Stored data
######

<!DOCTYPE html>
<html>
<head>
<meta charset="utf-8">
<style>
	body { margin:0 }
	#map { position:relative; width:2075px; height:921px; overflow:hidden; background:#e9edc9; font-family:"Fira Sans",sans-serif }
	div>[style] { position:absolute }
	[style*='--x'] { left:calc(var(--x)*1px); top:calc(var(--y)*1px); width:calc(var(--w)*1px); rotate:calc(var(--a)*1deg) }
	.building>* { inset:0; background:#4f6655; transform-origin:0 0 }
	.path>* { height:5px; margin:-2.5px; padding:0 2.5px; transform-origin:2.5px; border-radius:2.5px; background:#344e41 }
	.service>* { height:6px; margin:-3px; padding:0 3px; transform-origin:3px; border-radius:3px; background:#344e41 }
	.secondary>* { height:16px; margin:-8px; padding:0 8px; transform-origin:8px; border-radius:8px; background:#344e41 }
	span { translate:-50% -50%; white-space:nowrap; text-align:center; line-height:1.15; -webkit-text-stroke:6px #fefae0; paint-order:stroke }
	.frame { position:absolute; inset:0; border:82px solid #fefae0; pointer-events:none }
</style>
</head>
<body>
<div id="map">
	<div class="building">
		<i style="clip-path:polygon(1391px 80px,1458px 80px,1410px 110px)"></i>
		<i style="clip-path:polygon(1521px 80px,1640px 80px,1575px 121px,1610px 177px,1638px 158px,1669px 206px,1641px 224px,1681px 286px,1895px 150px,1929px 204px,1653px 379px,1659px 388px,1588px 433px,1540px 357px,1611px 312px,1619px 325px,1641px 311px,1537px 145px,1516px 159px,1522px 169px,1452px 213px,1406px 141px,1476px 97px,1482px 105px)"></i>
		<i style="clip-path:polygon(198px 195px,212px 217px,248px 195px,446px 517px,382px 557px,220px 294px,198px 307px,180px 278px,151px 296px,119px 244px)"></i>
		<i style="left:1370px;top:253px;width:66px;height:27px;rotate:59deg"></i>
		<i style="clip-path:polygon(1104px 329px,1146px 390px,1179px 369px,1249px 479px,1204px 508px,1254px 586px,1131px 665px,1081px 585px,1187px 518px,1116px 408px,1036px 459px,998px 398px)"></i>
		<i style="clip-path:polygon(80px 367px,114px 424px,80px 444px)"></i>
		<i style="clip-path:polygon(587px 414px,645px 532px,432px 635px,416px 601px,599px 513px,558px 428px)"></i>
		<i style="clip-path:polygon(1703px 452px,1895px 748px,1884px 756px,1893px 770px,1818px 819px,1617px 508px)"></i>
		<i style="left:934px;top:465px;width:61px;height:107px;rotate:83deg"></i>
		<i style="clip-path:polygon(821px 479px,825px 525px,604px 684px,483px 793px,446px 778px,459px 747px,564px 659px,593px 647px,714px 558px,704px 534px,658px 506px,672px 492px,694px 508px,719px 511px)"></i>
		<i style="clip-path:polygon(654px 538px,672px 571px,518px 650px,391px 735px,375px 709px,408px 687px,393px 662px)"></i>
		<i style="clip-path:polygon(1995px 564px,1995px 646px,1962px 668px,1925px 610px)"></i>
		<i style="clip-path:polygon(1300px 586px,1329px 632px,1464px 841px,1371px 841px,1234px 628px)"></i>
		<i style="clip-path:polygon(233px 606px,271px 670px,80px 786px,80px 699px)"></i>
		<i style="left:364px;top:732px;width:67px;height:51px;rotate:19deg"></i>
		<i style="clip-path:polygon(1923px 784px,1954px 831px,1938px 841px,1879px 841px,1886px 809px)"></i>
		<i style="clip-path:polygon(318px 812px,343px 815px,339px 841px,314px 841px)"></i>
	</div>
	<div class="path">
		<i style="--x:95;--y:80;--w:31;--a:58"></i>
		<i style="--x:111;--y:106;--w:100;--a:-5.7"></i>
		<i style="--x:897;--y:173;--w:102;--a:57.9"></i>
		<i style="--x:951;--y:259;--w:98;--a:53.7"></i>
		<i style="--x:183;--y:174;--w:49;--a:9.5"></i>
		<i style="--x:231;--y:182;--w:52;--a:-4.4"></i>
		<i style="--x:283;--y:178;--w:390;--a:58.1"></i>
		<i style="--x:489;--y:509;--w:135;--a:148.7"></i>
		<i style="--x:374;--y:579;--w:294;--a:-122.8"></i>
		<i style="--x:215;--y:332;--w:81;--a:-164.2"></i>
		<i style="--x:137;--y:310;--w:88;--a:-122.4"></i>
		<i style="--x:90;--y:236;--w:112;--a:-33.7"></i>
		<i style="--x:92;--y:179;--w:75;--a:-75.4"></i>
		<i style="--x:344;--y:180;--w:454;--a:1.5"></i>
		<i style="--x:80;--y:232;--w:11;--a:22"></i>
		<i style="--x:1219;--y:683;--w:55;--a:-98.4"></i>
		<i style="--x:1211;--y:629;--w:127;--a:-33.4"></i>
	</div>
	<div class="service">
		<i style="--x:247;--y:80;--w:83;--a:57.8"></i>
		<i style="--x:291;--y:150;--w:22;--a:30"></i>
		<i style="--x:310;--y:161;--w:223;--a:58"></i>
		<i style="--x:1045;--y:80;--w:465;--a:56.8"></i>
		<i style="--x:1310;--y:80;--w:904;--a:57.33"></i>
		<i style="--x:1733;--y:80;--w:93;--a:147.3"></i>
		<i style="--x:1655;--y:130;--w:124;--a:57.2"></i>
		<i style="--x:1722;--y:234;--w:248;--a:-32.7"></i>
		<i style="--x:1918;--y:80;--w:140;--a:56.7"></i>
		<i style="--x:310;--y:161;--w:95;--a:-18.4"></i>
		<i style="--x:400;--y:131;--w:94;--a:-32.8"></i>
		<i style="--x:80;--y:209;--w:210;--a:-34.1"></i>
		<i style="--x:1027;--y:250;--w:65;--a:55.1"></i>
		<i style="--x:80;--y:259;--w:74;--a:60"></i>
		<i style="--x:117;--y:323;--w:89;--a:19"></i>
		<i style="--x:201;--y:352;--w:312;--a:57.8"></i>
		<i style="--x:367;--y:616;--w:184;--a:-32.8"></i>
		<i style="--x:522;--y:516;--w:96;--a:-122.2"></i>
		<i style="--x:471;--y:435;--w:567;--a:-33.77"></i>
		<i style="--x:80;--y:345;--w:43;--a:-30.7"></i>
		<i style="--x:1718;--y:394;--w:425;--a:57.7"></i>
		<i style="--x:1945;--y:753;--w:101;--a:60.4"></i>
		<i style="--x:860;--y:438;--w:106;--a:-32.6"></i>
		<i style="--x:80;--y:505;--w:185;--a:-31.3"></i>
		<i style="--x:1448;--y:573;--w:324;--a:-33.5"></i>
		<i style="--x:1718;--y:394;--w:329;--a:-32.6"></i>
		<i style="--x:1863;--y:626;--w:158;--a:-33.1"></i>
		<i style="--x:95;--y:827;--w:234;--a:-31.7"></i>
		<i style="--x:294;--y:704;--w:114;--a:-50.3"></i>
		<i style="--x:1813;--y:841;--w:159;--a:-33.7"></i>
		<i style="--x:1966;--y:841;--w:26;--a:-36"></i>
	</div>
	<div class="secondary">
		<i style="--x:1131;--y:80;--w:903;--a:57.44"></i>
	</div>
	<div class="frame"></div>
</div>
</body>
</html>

######

→ TASK DIRECTIONS:
Up to and including the line with "height:6px; margin:-3px; padding:0", restate the records above word for word from the very first line.

→ ANSWER BELOW:
<!DOCTYPE html>
<html>
<head>
<meta charset="utf-8">
<style>
	body { margin:0 }
	#map { position:relative; width:2075px; height:921px; overflow:hidden; background:#e9edc9; font-family:"Fira Sans",sans-serif }
	div>[style] { position:absolute }
	[style*='--x'] { left:calc(var(--x)*1px); top:calc(var(--y)*1px); width:calc(var(--w)*1px); rotate:calc(var(--a)*1deg) }
	.building>* { inset:0; background:#4f6655; transform-origin:0 0 }
	.path>* { height:5px; margin:-2.5px; padding:0 2.5px; transform-origin:2.5px; border-radius:2.5px; background:#344e41 }
	.service>* { height:6px; margin:-3px; padding:0 3px; transform-origin:3px; border-radius:3px; background:#344e41 }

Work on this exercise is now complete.